Conférence d’Elena Pasquinelli sur les neuromythes à l’ENS, à l’occasion de la Semaine du Cerveau, en 2012.

Confusions dangereuses

Quant au mythe de « tout se joue avant tel âge » (3 ans pour certains, 4 ans pour d’autres,
etc.), il prend notamment sa source dans l’idée d’un stock de neurones initial qui ne ferait
que décroître au fil des ans. En fait, les recherches montrent que la réalité est bien plus
complexe car le cerveau se développe de manière si diversifiée qu’une affirmation aussi
générale est dénuée de sens ; il a aussi été mis en évidence que des apprentissages
sophistiqués sont possibles à des âges avancés.

Ainsi, à travers leur entrée dans l’organe même de notre pensée, les recherches en
neurosciences recèlent un potentiel certain.
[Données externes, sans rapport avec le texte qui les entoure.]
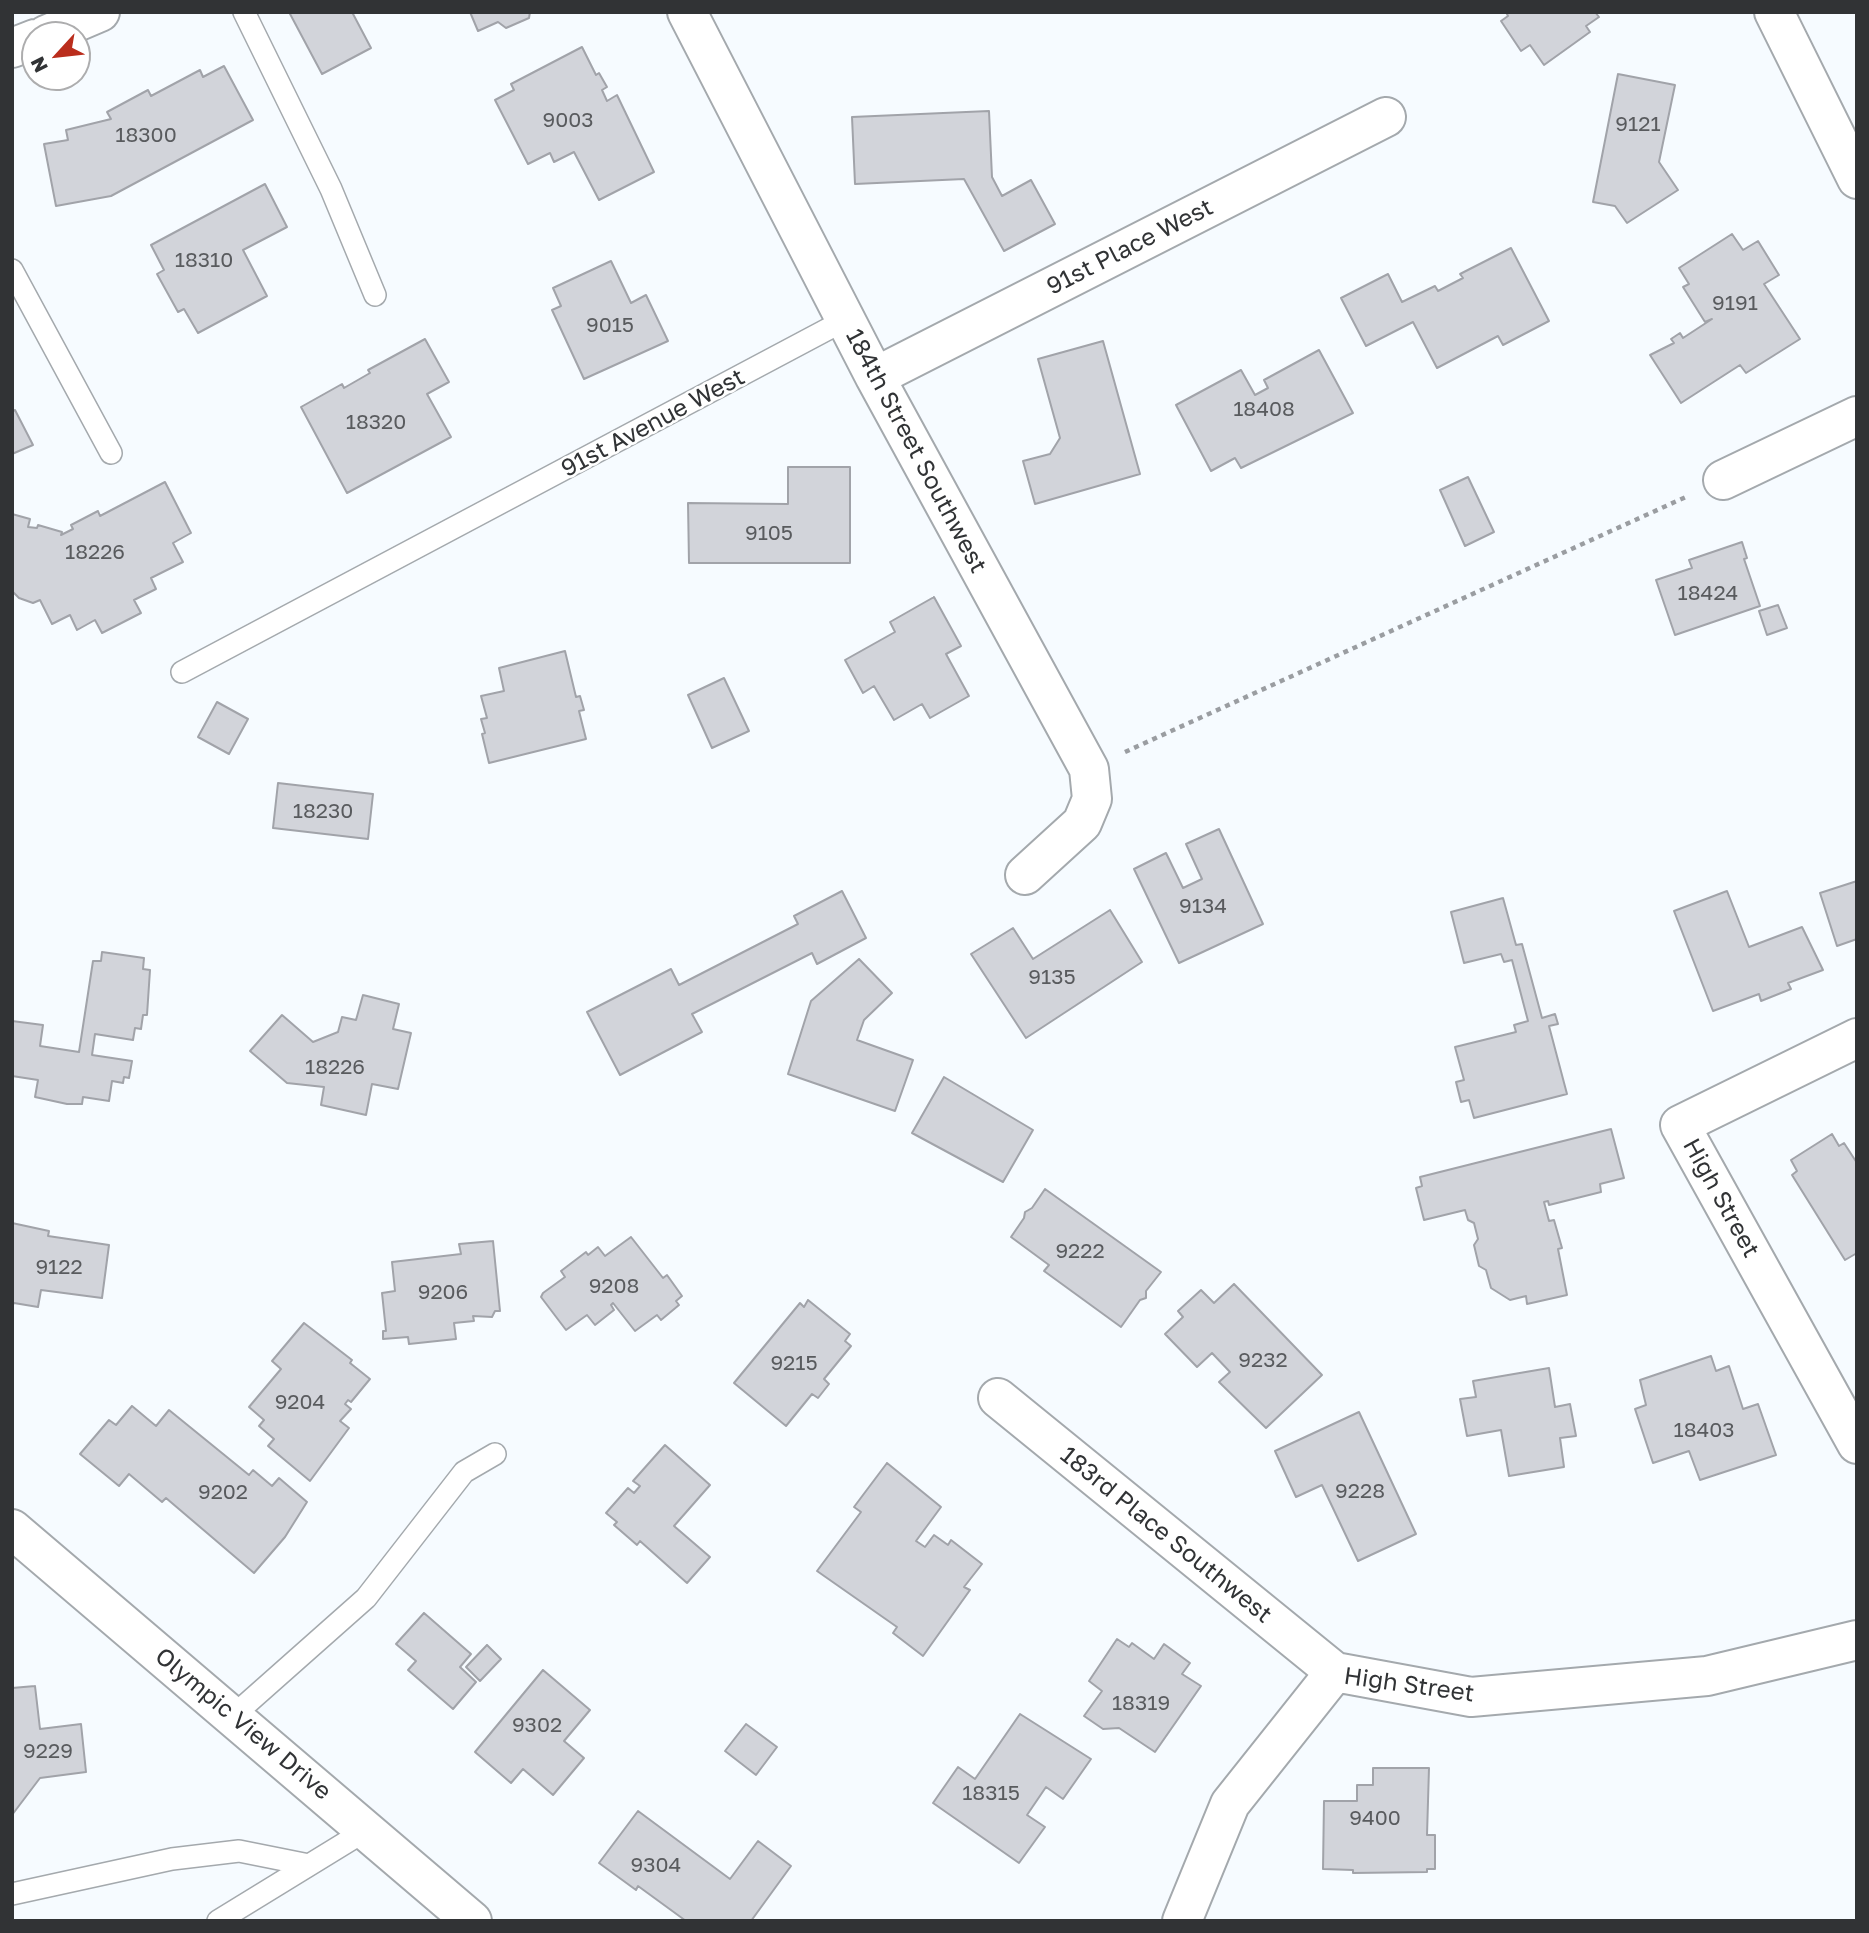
<!DOCTYPE html>
<style>
body{margin:0}
#map{position:relative;width:1869px;height:1933px;overflow:hidden;background:#f6fbff;font-family:"Golos Text",sans-serif}
canvas{display:block}
.frame{position:absolute;inset:0;border:14px solid #313335;pointer-events:none}
.north{position:absolute;left:21px;top:21px;width:70px;height:70px;box-sizing:border-box;background:#fff;border:2px solid #adadae;border-radius:50%;rotate:243deg;font-size:19px;font-weight:700;line-height:28px;text-align:center;color:#313335}
.north::after{content:'';display:block;margin:auto;width:24px;height:32px;background:#ba2d1c;clip-path:polygon(50% 0,100% 100%,50% 72%,0 100%)}
</style>
<div id="map">
<canvas width="1869" height="1933"></canvas>
<div class="frame"></div>
<div class="north">N</div>
</div>
<script>
const ctx = document.querySelector('canvas').getContext('2d');
ctx.lineJoin = 'round';
function fillPath(path, color) { ctx.fillStyle = color; ctx.fill(path, 'evenodd'); }
const poly = rows => new Path2D(rows.map(r => 'M' + r).join(''));
function stroke(path, color, width, dash) { ctx.strokeStyle = color; ctx.lineWidth = width; ctx.lineCap = dash ? 'butt' : 'round'; ctx.setLineDash(dash || []); ctx.stroke(path); }
function label(font, color, halo, rows, align = 'center') {
  ctx.font = font + ' "Golos Text",sans-serif'; ctx.lineWidth = 5; ctx.setLineDash([]); ctx.textBaseline = 'middle'; ctx.strokeStyle = halo; ctx.fillStyle = color; for (const [text, x, y, turn = 0] of rows) {
    ctx.save(); ctx.translate(x, y); ctx.rotate((+turn || 0) * Math.PI / 180); ctx.textAlign = isNaN(turn) ? turn : align; if (halo) ctx.strokeText(text, 0, 0); ctx.fillText(text, 0, 0); ctx.restore();
  }
}
const building = poly([
 [289,12,352,12,371,48,322,74,289,12],
 [470,12,530,12,529,18,506,28,498,22,478,31,470,12],
 [1506,12,1595,12,1599,17,1586,26,1590,32,1544,65,1530,45,1521,51,1501,21,1508,16,1506,12],
 [582,47,596,75,599,73,607,87,602,90,607,101,617,95,654,172,599,200,574,152,554,162,550,153,528,164,495,100,514,90,511,84,582,47],
 [224,66,253,120,111,196,56,206,44,144,68,140,66,130,111,119,107,112,148,90,151,96,200,70,203,77,224,66],
 [1618,74,1675,85,1659,162,1678,190,1627,223,1615,206,1593,202,1618,74],
 [989,111,992,177,1002,196,1031,180,1055,224,1004,251,964,179,855,184,852,117,989,111],
 [265,184,287,227,243,250,267,296,198,333,184,309,178,312,157,274,164,270,151,245,265,184],
 [1732,234,1743,250,1758,241,1779,275,1764,284,1800,339,1746,373,1740,365,1681,403,1650,355,1674,343,1671,339,1680,333,1683,338,1712,319,1705,322,1683,287,1689,284,1679,268,1732,234],
 [1511,248,1549,321,1503,345,1498,336,1437,368,1413,322,1366,346,1341,298,1388,274,1402,302,1435,286,1438,291,1463,278,1460,274,1511,248],
 [611,261,631,303,646,295,668,341,584,379,552,310,561,306,553,288,611,261],
 [425,339,449,382,427,394,451,437,347,493,301,407,342,384,344,388,370,373,368,370,425,339],
 [1103,341,1140,474,1035,504,1023,461,1050,454,1060,438,1038,359,1103,341],
 [1319,350,1353,413,1241,468,1235,458,1211,471,1176,405,1241,370,1255,395,1268,388,1264,380,1319,350],
 [15,410,33,445,12,454,12,412,15,410],
 [788,467,850,467,850,563,689,563,688,503,788,504,788,467],
 [1468,477,1494,532,1465,546,1440,490,1468,477],
 [165,482,191,533,173,543,183,562,151,578,156,589,134,600,141,613,102,633,95,620,77,630,70,615,52,624,40,600,33,603,19,598,12,591,12,514,30,519,28,527,37,528,38,525,62,532,61,535,73,529,71,525,98,511,100,516,165,482],
 [1742,542,1747,558,1744,559,1760,606,1675,635,1656,580,1692,568,1689,560,1742,542],
 [934,597,961,646,946,654,969,696,930,718,922,704,894,720,874,686,863,693,845,660,895,632,890,622,934,597],
 [1778,605,1787,628,1767,635,1759,611,1778,605],
 [565,651,576,697,580,696,584,710,579,711,586,739,489,763,482,734,485,733,481,719,487,718,481,696,504,691,499,668,565,651],
 [724,678,749,731,712,748,688,695,724,678],
 [217,702,248,719,229,754,198,737,217,702],
 [278,783,373,794,368,839,273,828,278,783],
 [1219,829,1263,924,1179,963,1134,869,1166,853,1183,888,1202,879,1186,844,1219,829],
 [1857,881,1857,939,1837,946,1820,893,1857,881],
 [842,891,866,938,817,964,812,953,692,1014,702,1032,620,1075,587,1012,671,969,679,985,798,924,794,916,842,891],
 [1727,891,1749,947,1802,927,1823,970,1788,983,1791,989,1761,1001,1759,994,1713,1011,1674,911,1727,891],
 [1503,898,1516,945,1522,944,1542,1018,1555,1014,1558,1024,1549,1026,1567,1094,1474,1118,1469,1100,1461,1102,1456,1082,1464,1080,1455,1047,1516,1032,1514,1025,1528,1021,1512,960,1504,962,1501,954,1464,963,1451,912,1503,898],
 [1110,910,1142,962,1026,1038,971,954,1013,928,1033,959,1110,910],
 [102,952,144,958,143,969,150,970,147,1015,143,1015,141,1029,135,1028,133,1040,95,1034,92,1055,132,1061,129,1078,124,1077,123,1083,112,1081,109,1101,83,1097,82,1104,67,1104,35,1097,38,1080,12,1076,12,1021,43,1025,40,1046,79,1052,93,961,101,961,102,952],
 [859,959,892,993,864,1020,857,1040,913,1060,895,1111,788,1074,811,1001,859,959],
 [363,995,399,1004,393,1029,411,1033,398,1089,372,1084,366,1115,321,1105,324,1087,287,1083,250,1051,282,1015,313,1042,338,1032,342,1017,356,1020,363,995],
 [944,1077,1033,1130,1003,1182,912,1133,944,1077],
 [1611,1129,1624,1178,1600,1184,1601,1192,1549,1205,1548,1201,1544,1202,1549,1221,1554,1220,1562,1248,1558,1249,1567,1295,1527,1304,1526,1296,1510,1300,1491,1288,1486,1270,1479,1266,1474,1245,1478,1239,1474,1223,1468,1220,1465,1210,1424,1220,1416,1188,1422,1186,1420,1177,1611,1129],
 [1832,1134,1839,1146,1844,1143,1857,1163,1857,1253,1845,1260,1792,1175,1797,1171,1791,1160,1832,1134],
 [1045,1189,1161,1272,1146,1291,1146,1298,1140,1300,1121,1327,1044,1271,1049,1265,1011,1237,1024,1218,1025,1212,1032,1208,1045,1189],
 [12,1223,49,1231,48,1236,109,1245,102,1298,41,1290,38,1307,14,1303,12,1306,12,1223],
 [631,1237,663,1278,667,1275,682,1296,676,1301,679,1305,661,1320,657,1315,635,1331,613,1303,611,1305,614,1310,595,1325,587,1315,566,1330,541,1297,543,1293,565,1277,561,1271,586,1252,588,1255,598,1247,605,1256,631,1237],
 [493,1241,500,1311,495,1311,492,1317,473,1316,474,1321,454,1323,456,1339,409,1344,408,1337,383,1339,383,1331,386,1331,382,1293,395,1291,392,1262,461,1254,459,1244,493,1241],
 [1234,1284,1322,1375,1266,1428,1219,1382,1230,1372,1212,1353,1197,1367,1165,1334,1183,1317,1178,1311,1201,1290,1214,1303,1234,1284],
 [808,1300,850,1334,845,1341,851,1346,824,1379,829,1384,818,1398,812,1394,786,1426,734,1383,800,1303,804,1307,808,1300],
 [304,1323,352,1360,350,1363,370,1379,351,1402,348,1400,345,1404,351,1409,340,1421,349,1428,310,1481,268,1446,274,1439,259,1426,264,1420,249,1407,281,1369,272,1361,304,1323],
 [1711,1356,1716,1371,1729,1366,1743,1409,1758,1404,1776,1455,1700,1480,1689,1451,1653,1463,1635,1409,1646,1405,1640,1380,1711,1356],
 [1549,1368,1555,1407,1570,1404,1576,1436,1560,1438,1564,1467,1509,1476,1501,1430,1467,1436,1460,1399,1476,1397,1473,1381,1549,1368],
 [132,1406,156,1426,169,1410,249,1475,253,1470,272,1486,279,1478,307,1502,285,1537,254,1573,166,1498,162,1502,129,1474,119,1486,80,1454,109,1420,116,1425,132,1406],
 [1359,1412,1416,1534,1358,1561,1322,1485,1296,1497,1275,1451,1359,1412],
 [665,1445,710,1485,674,1526,710,1557,687,1583,640,1541,637,1545,614,1525,617,1522,606,1513,628,1488,634,1493,640,1486,633,1481,665,1445],
 [887,1463,941,1507,916,1541,925,1547,934,1535,948,1545,951,1540,982,1564,964,1587,970,1590,923,1656,893,1633,897,1627,817,1571,861,1512,854,1507,887,1463],
 [424,1613,471,1654,460,1667,476,1682,453,1709,408,1670,416,1661,396,1644,424,1613],
 [1117,1639,1129,1647,1132,1643,1154,1659,1164,1644,1190,1663,1182,1674,1201,1686,1155,1752,1119,1728,1103,1729,1084,1716,1102,1691,1089,1681,1117,1639],
 [487,1645,501,1659,480,1681,466,1667,487,1645],
 [543,1670,590,1710,564,1741,584,1758,553,1795,523,1769,511,1783,475,1752,543,1670],
 [35,1686,40,1729,81,1724,86,1772,40,1778,12,1815,12,1688,35,1686],
 [1020,1714,1091,1759,1063,1799,1046,1787,1027,1815,1045,1827,1019,1863,933,1803,958,1767,975,1779,1020,1714],
 [746,1724,777,1747,756,1775,725,1751,746,1724],
 [1373,1768,1429,1768,1427,1835,1435,1835,1435,1869,1427,1869,1427,1872,1353,1873,1353,1870,1323,1869,1324,1801,1357,1801,1357,1785,1373,1785,1373,1768],
 [638,1811,730,1879,758,1841,791,1866,751,1921,686,1921,638,1886,636,1890,599,1863,638,1811]
]);
fillPath(building, '#d2d4da');
stroke(building, '#a1a3a9', 2);
const lane = poly([
 [244,12,331,189,375,295],
 [12,270,111,453],
 [182,672,845,320],
 [234,1715,366,1598,464,1472,495,1454],
 [12,1894,172,1859,239,1851,309,1865],
 [218,1921,368,1829]
]);
const street = poly([
 [687,12,875,377,1089,769,1092,799,1082,823,1025,875],
 [1774,12,1857,179],
 [46,35,100,12],
 [12,48,35,39],
 [875,377,1386,117],
 [1723,480,1857,416],
 [1857,1038,1680,1125,1857,1444],
 [998,1398,1335,1672,1471,1697,1707,1676,1857,1640],
 [1182,1921,1230,1804,1335,1672]
]);
const secondary = poly([
 [12,1529,472,1921]
]);
stroke(lane, '#a4a9ad', 24);
stroke(street, '#a4a9ad', 42);
stroke(secondary, '#a4a9ad', 42);
stroke(poly([
 [1125,752,1688,496]
]), '#9a9da1', 4.5, [5, 5]);
stroke(lane, '#fff', 21);
stroke(street, '#fff', 38);
stroke(secondary, '#fff', 38);
label('21px', '#595b5e', null, [
 ["9003",568,120],
 ["9121",1638,124],
 ["18300",146,135],
 ["18310",204,260],
 ["9191",1735,303],
 ["9015",610,325],
 ["18408",1264,409],
 ["18320",376,422],
 ["9105",769,533],
 ["18226",95,552],
 ["18424",1708,593],
 ["18230",323,811],
 ["9134",1203,906],
 ["9135",1052,977],
 ["18226",335,1067],
 ["9222",1080,1251],
 ["9122",59,1267],
 ["9208",614,1286],
 ["9206",443,1292],
 ["9232",1263,1360],
 ["9215",794,1363],
 ["9204",300,1402],
 ["18403",1704,1430],
 ["9228",1360,1491],
 ["9202",223,1492],
 ["18319",1141,1703],
 ["9302",537,1725],
 ["9229",48,1751],
 ["18315",991,1793],
 ["9400",1375,1818],
 ["9304",656,1865]
]);
label('24px', '#313335', '#fff', [
 ["91st Place West",1130,247,-27],
 ["91st Avenue West",653,423,-28],
 ["184th Street Southwest",916,451,62],
 ["High Street",1721,1198,61],
 ["183rd Place Southwest",1166,1535,39],
 ["High Street",1409,1685,8],
 ["Olympic View Drive",243,1724,40]
]);
</script>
Sont-elles pour autant en mesure de prendre
l’ascendant sur les autres disciplines pour donner le « la » aux politiques éducatives ? Rien
ne le laisse penser. Peuvent-elles espérer prospérer sans une alliance profonde avec les
autres disciplines contributives ? Pas plus.

Alors qu’un débat profond anime actuellement la communauté éducative sur la question du
passage du laboratoire à la classe, le label « neuro » est trompeur et porte à confusion.
Sans un effort pour battre en brèche les confusions et les stéréotypes, le risque évident est
celui d’un retour de balancier conduisant à un discrédit durable des neurosciences en
éducation, et à un rejet radical tout aussi injuste qu’une adhésion aveugle.

Emmanuel Sander, Hippolyte Gros, Katarina Gvozdic


et Calliste Scheibling-Sève sont les auteurs de
l’ouvrage suivant : « Les neurosciences en
éducation, mythes et réalités », publié en 2018 aux
éditions Retz. Ils y passent en revue un certain
nombre d’idées reçues – « Quand je dors,
j’apprends », « Au contact des écrans, notre cerveau
et notre façon d’apprendre se transforment », « Se
tromper, c’est échouer » – et les confrontent aux
résultats de la recherche.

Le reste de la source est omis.